Aujourd’hui, on a mis ce grillage et on a obstrué le sentier. Nous demandons aux autorités d’intervenir afin que nos droits soient respectés. Nous craignons qu’ils empiètent sur nos terres pour la construction de leurs villas. Mais nous le disons aussi: nous ne sommes pas contre le développement. Au contraire. Nous voulons seulement que nos droits soient respectés. Je tiens aussi à faire ressortir que le passage en question figure dans le document de l’Unesco lorsque Le Morne a été décrété patrimoine mondial. Et l’Unesco avait demandé que ce passage soit protégé», raconte Carl Lamarque.

«Nous avons réagi face à des actes de vandalisme»

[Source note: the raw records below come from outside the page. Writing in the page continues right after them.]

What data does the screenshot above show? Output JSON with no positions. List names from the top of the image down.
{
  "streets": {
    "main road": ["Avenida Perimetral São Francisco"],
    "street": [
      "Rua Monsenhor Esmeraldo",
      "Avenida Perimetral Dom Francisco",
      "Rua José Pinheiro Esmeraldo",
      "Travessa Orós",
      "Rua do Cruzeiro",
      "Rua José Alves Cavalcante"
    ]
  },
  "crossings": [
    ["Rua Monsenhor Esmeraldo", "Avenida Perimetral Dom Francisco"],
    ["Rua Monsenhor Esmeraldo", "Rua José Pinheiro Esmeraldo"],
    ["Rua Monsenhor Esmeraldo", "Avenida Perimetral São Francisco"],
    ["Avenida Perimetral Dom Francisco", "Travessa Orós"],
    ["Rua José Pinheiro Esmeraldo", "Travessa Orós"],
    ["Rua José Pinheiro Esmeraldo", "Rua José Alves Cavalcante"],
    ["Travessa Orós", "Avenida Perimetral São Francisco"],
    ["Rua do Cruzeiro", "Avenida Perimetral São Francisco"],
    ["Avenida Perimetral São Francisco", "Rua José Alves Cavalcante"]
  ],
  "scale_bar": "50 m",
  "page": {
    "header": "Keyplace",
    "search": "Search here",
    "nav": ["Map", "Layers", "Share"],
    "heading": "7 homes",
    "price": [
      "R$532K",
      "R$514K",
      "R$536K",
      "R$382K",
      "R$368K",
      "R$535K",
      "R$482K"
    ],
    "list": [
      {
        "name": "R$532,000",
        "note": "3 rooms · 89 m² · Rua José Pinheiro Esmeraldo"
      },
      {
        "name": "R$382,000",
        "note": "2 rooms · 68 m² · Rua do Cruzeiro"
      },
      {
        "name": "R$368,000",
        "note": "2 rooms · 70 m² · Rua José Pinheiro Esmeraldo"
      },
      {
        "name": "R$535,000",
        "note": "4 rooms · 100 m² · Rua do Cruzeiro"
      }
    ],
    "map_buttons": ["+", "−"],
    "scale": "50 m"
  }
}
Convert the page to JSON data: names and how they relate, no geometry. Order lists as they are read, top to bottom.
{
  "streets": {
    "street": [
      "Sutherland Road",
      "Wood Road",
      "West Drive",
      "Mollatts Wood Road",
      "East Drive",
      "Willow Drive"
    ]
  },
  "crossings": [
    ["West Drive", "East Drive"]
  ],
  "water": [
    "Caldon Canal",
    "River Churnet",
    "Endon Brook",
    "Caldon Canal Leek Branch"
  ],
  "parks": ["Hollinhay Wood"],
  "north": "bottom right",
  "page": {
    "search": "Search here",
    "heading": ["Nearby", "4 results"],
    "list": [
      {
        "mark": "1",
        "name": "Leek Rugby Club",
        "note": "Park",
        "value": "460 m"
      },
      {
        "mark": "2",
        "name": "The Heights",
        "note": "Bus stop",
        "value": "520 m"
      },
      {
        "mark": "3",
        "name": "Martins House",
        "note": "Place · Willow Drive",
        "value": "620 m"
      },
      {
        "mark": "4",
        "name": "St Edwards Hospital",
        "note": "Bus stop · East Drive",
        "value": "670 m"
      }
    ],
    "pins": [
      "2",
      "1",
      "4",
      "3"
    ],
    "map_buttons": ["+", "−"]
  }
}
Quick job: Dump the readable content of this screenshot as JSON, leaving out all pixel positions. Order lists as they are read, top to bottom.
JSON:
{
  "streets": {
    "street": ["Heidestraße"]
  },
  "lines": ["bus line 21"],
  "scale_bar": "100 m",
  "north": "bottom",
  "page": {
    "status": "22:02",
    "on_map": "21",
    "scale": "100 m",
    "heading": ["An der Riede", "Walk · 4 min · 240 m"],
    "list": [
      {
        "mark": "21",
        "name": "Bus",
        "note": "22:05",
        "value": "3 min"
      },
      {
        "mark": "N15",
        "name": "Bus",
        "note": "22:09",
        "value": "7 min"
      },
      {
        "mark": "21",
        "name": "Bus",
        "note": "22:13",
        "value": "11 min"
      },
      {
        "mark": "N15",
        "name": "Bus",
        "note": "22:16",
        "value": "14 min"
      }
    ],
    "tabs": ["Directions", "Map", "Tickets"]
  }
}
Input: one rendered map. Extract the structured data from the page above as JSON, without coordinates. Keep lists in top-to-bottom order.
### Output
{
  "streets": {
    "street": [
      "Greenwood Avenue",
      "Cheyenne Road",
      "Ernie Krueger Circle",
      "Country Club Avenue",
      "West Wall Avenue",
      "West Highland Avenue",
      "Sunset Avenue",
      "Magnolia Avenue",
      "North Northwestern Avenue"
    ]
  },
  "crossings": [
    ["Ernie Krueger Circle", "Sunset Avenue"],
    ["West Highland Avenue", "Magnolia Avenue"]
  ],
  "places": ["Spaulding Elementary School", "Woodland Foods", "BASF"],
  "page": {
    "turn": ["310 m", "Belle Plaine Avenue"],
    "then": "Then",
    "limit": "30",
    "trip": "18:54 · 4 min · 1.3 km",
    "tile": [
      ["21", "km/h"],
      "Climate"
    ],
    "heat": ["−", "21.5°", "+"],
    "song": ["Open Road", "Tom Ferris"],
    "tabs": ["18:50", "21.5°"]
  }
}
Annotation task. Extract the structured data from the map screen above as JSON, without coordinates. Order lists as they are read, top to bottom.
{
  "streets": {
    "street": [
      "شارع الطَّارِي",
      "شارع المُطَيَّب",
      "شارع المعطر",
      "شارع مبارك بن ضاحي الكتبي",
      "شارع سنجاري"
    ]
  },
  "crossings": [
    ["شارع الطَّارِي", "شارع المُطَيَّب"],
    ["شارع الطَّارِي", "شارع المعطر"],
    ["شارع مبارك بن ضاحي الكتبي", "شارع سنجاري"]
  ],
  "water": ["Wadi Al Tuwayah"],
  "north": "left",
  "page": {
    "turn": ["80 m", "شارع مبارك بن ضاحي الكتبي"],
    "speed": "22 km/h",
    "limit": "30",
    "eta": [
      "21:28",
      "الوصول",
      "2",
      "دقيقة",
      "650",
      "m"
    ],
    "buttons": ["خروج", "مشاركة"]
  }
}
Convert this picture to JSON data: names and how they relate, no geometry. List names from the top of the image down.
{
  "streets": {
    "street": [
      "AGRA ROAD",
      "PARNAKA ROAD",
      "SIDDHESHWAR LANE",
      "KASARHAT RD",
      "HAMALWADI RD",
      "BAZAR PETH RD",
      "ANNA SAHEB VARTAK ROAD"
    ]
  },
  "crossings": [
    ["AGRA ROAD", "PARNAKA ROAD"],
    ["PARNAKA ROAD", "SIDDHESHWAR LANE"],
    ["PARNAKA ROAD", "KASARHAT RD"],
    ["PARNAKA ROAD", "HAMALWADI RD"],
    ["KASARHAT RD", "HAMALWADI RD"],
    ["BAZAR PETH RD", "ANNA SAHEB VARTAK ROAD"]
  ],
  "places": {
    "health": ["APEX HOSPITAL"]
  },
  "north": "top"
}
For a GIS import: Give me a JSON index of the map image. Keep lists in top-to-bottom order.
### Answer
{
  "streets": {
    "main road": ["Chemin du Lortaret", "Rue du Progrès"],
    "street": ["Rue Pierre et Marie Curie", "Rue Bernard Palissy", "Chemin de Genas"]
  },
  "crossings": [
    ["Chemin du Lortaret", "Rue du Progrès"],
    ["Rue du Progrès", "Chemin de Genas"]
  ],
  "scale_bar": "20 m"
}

L’autre son de cloche nous vient évidemment du côté de Tatorio. L’un de ses porte-parole, qui souhaite garder l’anonymat, explique que la décision de poser des grillages a été prise après que les promoteurs aient constaté que des actes de vandalisme ont été commis sur leurs terres. Une déposition à été consignée à la police en ce sens.

Avec son Environment Impact Assessment en poche, Tatorio compte ériger 115 villas IRS sur ses terres pour son projet Corniche Bay. «Notre projet a même été mentionné par le ministre des Finances lors de sa présentation du mini-budget. Nous, nous n’en faisons pas une histoire de passage, d’accès. On a laissé faire pendant un temps. Mais, aujourd’hui, face au vandalisme, il fallait réagir. On leur a aussi proposé un autre accès. Certains étaient même d’accord mais M. Lamarque, lui, a refusé», confie notre interlocuteur.

Qui dit vrai?

Ce sera certes à la police de décider. Mais il n’empêche qu’il y aura forcément un perdant dans cette histoire. Une solution de compromis? Peut-être sera-t-elle trouvée. Dans ce cas, pourquoi être allé presque à la confrontation? Affaire à suivre parce qu’elle symptomatique de nombreux maux de la société mauricienne.